The NF patient presenting to the EMS provider may show a wide variety of symptoms, ranging from flulike to severe septic shock. The most important factors for a successful outcome are early recognition and aggressive treatment. The patient should be placed on high-flow oxygen with appropriate airway management, which may include endotracheal intubation. Establish an IV of normal saline or lactated Ringer’s in an unaffected limb. This patient needs to be in the hospital, where the appropriate diagnostic and surgical procedures can be performed.
Universal precautions should be utilized when dealing with any patient in the prehospital setting. No additional precautions are necessary with the NF patient. Practically speaking, the likelihood that you will recognize necrotizing fasciitis in this setting is remote unless you remember the possibility of the disease.
Should a significant exposure to NF occur, follow your department’s significant-exposure policy, which should include blood draws and follow-up on the source patient. Your physician will become part of the process and decide if any course of action, possibly an antibiotic regimen is required.
Update
The patient in this incident survived. At the time of this writing, he was undergoing rehab and in the sixth week of his hospital stay. He had extensive debridement surgery and skin grafting, with additional grafting planned. He lost feeling in his feet and hence the ability to ambulate. He will require long- term physical and occupational therapy to regain his mobility. He is also undergoing extensive pain management.
Battalion Chief Succumbs to NF
On March 17, 2000, the Fairborn (OH) Fire Department lost a 22-year veteran of the fire service to this tragic disease. Battalion Chief David Lykins, 42, died after a courageous two-week battle with NF.
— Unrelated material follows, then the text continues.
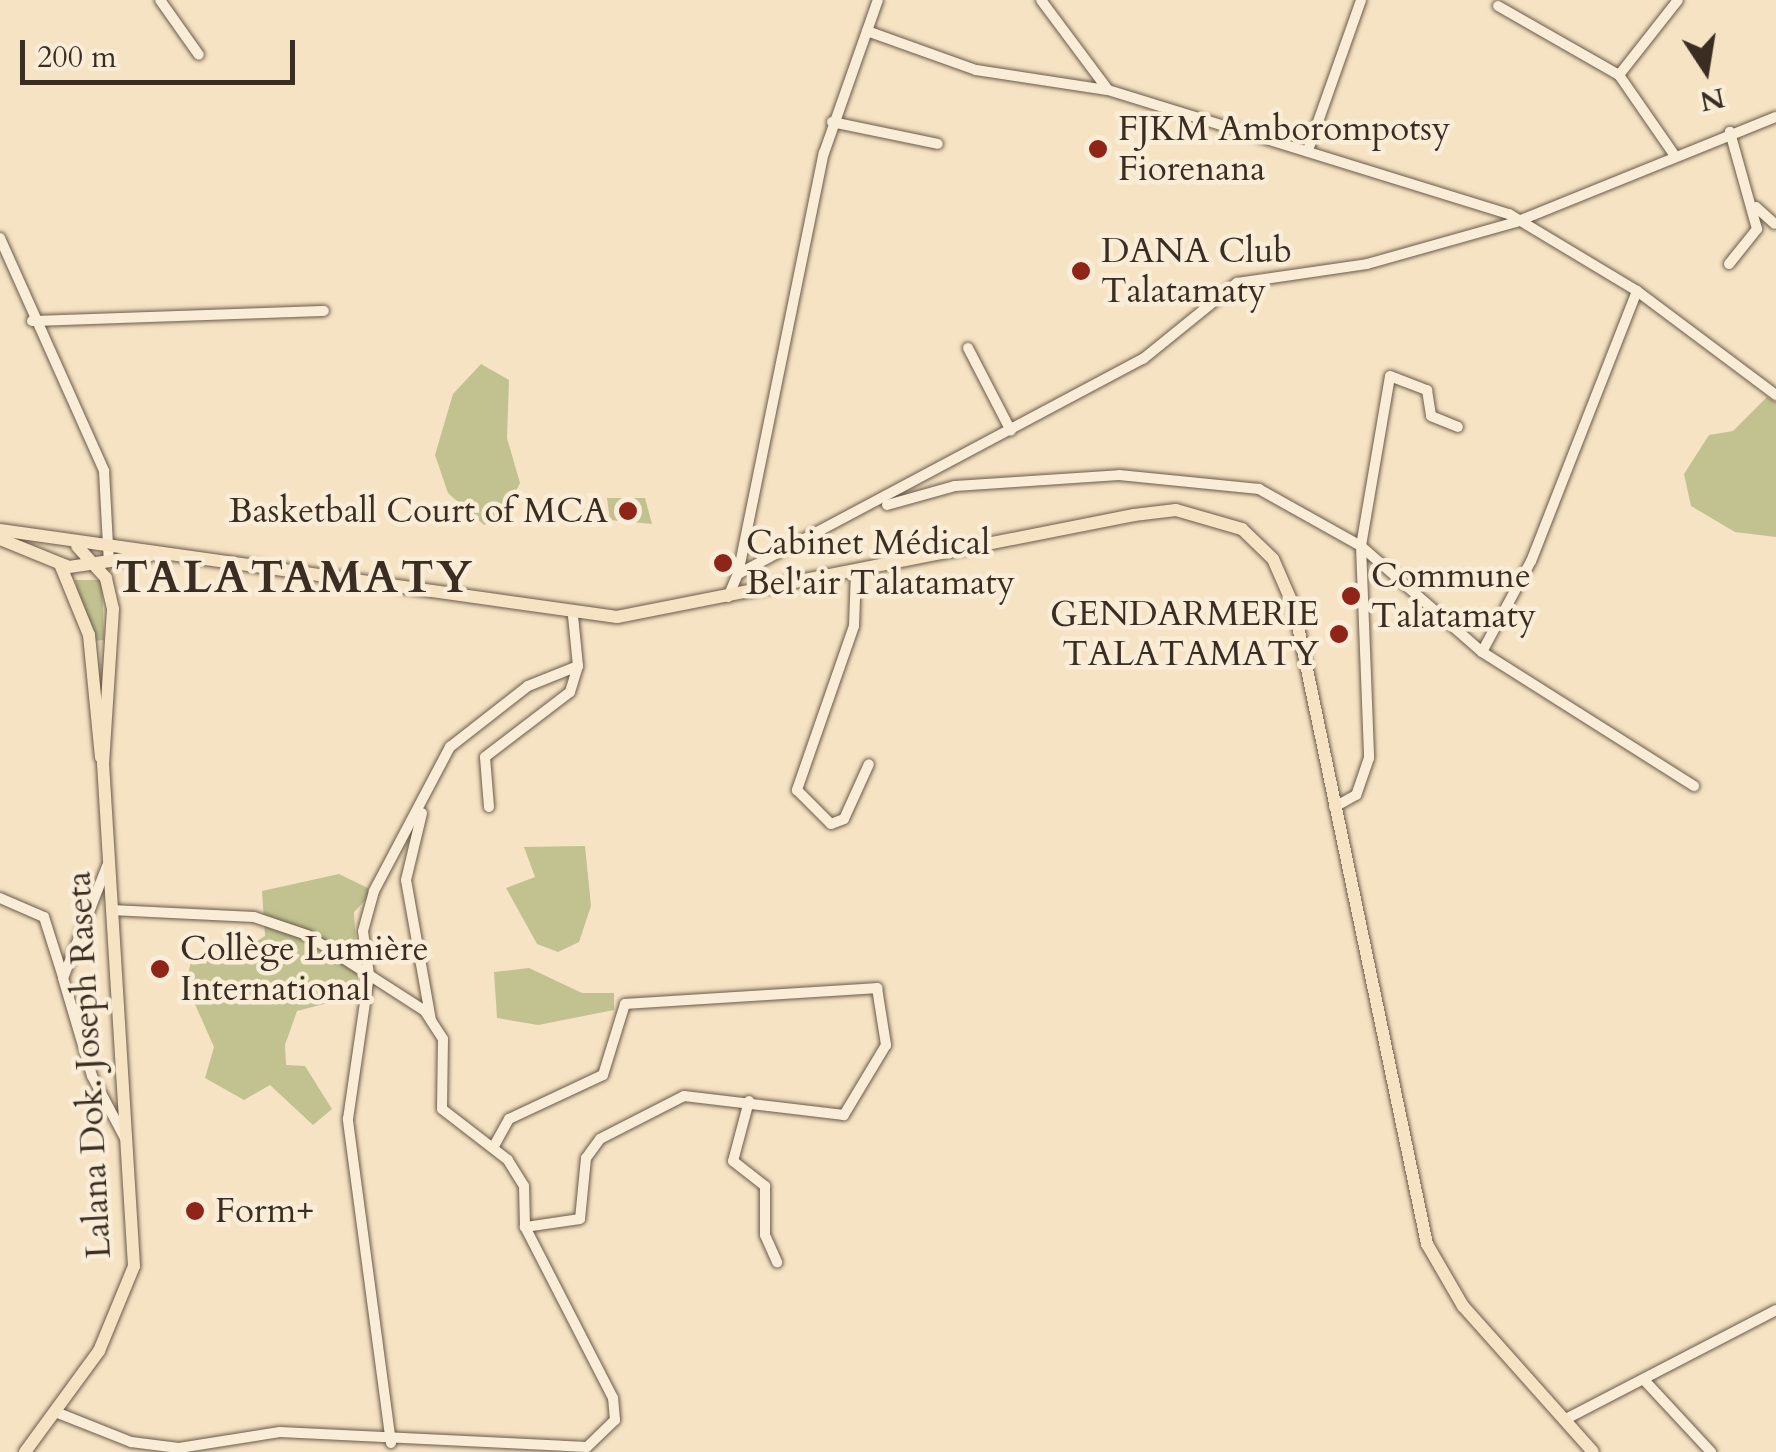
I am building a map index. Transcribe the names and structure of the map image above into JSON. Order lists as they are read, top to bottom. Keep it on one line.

Lykins sought medical attention at an urgent care center for severe pain to his left shoulder, fever and nausea early on the morning of March 2, 2000. The physician there sent him immediately to Miami Valley Hospital’s ED to rule out a “septic joint,” as the clinic did not have the equipment to perform the necessary laboratory work or CT scan. The ED physician misdiagnosed Lykins’ condition, contrary to the notes from the clinic, and treated him for a shoulder strain or possibly the flu.
Early on March 3, Lykins’ wife, Tina, noticed a discoloration similar to a bruise on his shoulder. He was diagnosed with necrotizing fasciitis later that day at the same hospital.
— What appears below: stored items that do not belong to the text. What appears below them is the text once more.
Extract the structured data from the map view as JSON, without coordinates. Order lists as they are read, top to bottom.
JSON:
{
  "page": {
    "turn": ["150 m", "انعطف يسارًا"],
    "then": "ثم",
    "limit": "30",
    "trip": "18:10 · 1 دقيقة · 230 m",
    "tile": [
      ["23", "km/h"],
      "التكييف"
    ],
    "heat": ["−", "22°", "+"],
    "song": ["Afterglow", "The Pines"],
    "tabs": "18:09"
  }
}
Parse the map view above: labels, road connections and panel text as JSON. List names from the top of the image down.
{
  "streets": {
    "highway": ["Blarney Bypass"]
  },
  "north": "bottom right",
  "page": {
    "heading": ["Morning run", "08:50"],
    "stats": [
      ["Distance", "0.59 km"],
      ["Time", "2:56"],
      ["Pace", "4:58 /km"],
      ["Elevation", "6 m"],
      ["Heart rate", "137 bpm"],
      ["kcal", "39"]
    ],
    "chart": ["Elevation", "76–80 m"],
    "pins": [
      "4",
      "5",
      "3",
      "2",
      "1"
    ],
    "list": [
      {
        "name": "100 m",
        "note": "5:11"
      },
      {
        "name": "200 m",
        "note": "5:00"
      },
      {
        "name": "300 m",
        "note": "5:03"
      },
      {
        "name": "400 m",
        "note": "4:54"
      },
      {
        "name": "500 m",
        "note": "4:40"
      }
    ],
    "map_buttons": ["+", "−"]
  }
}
Lykins was the father of four children, including a daughter born five months after his death. The source of his infection was not discovered. There was no evidence linking it to any on-the-job exposure.
Bibliography
- BC Health Files. Necrotizing Fasciitis. www.bchealthguide.org/healthfiles/hfile60.stm.
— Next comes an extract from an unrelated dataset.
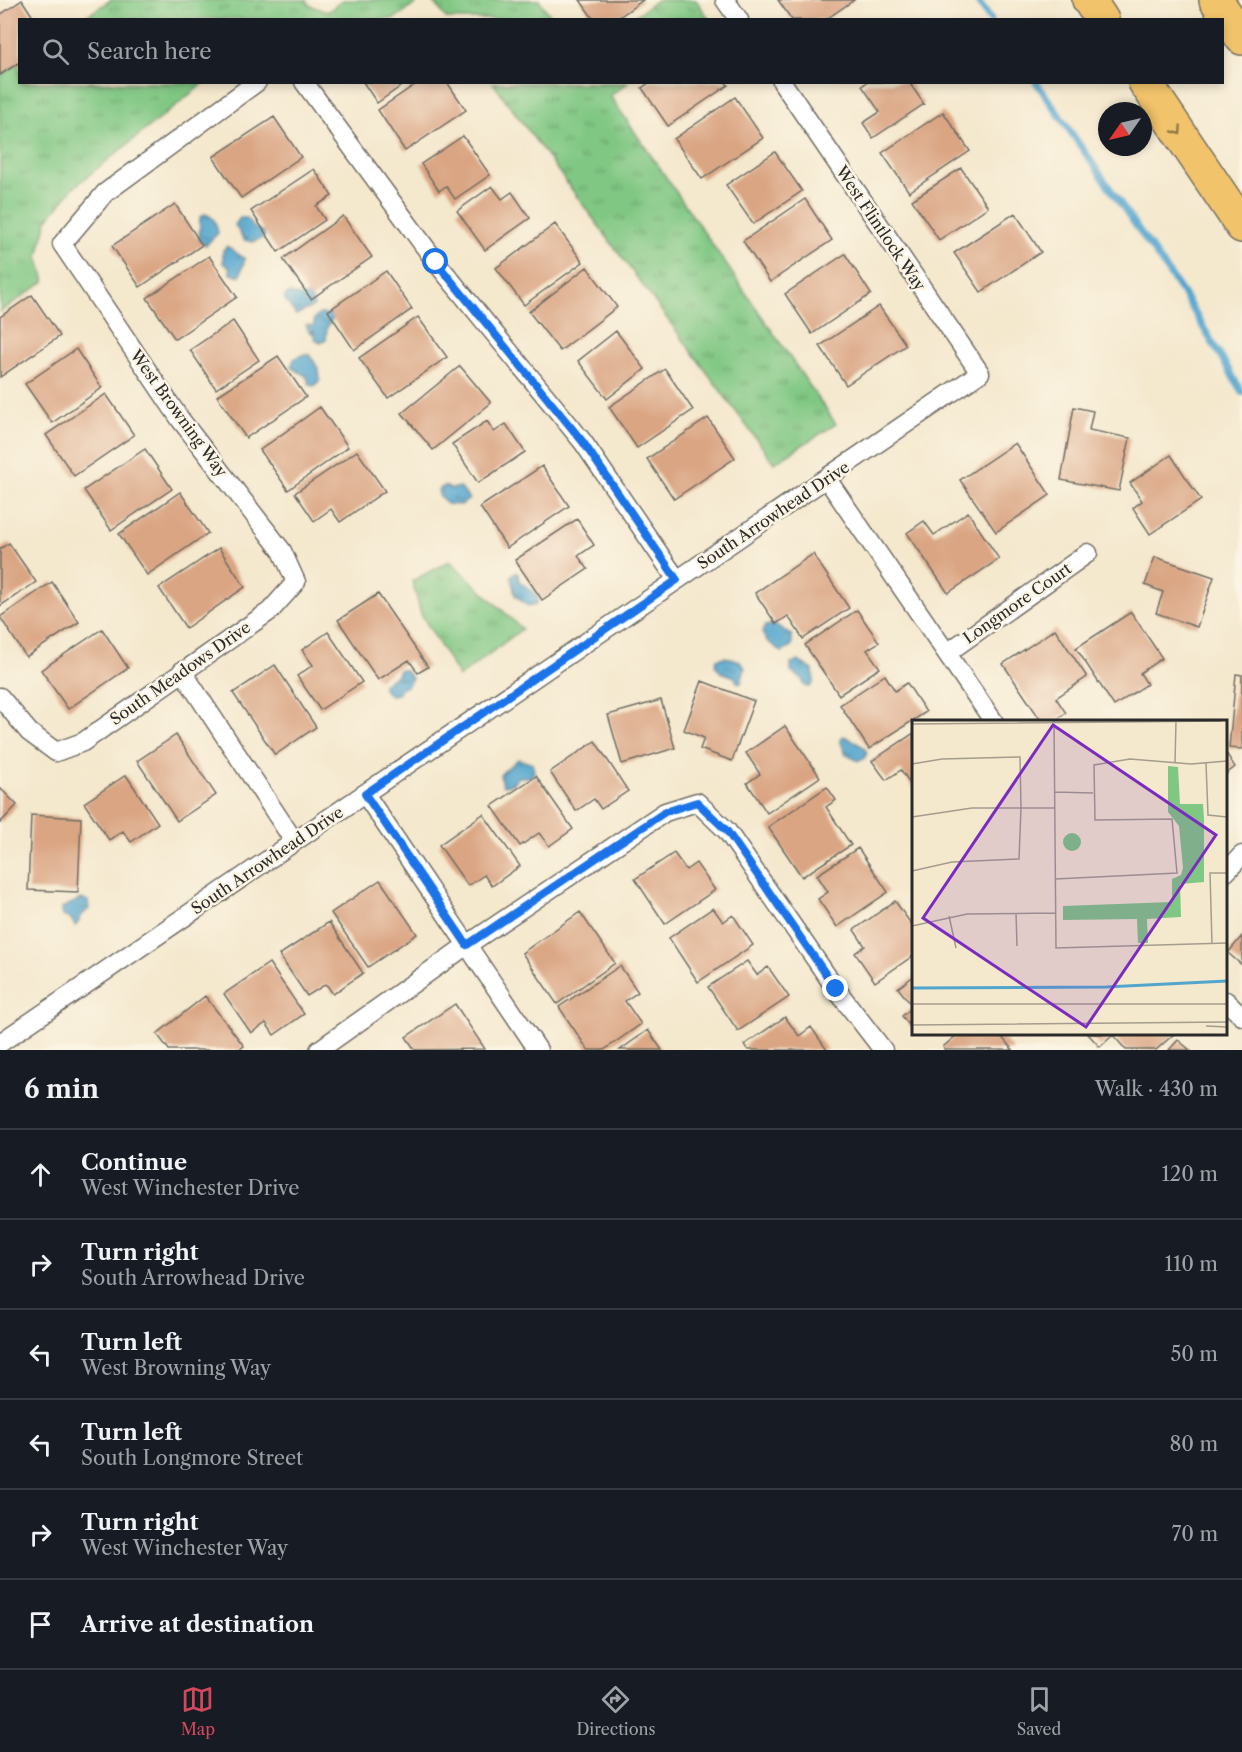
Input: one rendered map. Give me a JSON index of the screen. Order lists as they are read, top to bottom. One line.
{"streets":{"street":["West Flintlock Way","West Browning Way","South Arrowhead Drive","Longmore Court","South Meadows Drive"]},"crossings":[["West Flintlock Way","South Arrowhead Drive"],["West Browning Way","South Meadows Drive"]],"north":"bottom left","page":{"search":"Search here","heading":["6 min","Walk · 430 m"],"list":[["Continue","West Winchester Drive","120 m"],["Turn right","South Arrowhead Drive","110 m"],["Turn left","West Browning Way","50 m"],["Turn left","South Longmore Street","80 m"],["Turn right","West Winchester Way","70 m"],"Arrive at destination"],"nav":["Map","Directions","Saved"]}}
- Callender TA. Necrotizing Fasciitis of the Head and Neck. www.bcm.edu/oto/grand/123192.html.
- Lamb K. Flesh-Eating Disease Bacteria Claims Fairborn Man. Dayton Daily News, March 18, 2000.
- Maynor M. Necrotizing Fasciitis. www.emedi cine.com/emerg/topics332.htm.
- Modic R. Disease Victim’s Widow Suing. Dayton Daily News, March 5, 2002.
- National Necrotizing Fasciitis Foundation Quick Print Fact Sheet. Recognizing Symptoms. www.nnff.org.
- University of Maryland. Necrotizing Soft Tissue Infection. www.umm.edu/ency/article/001443.htm.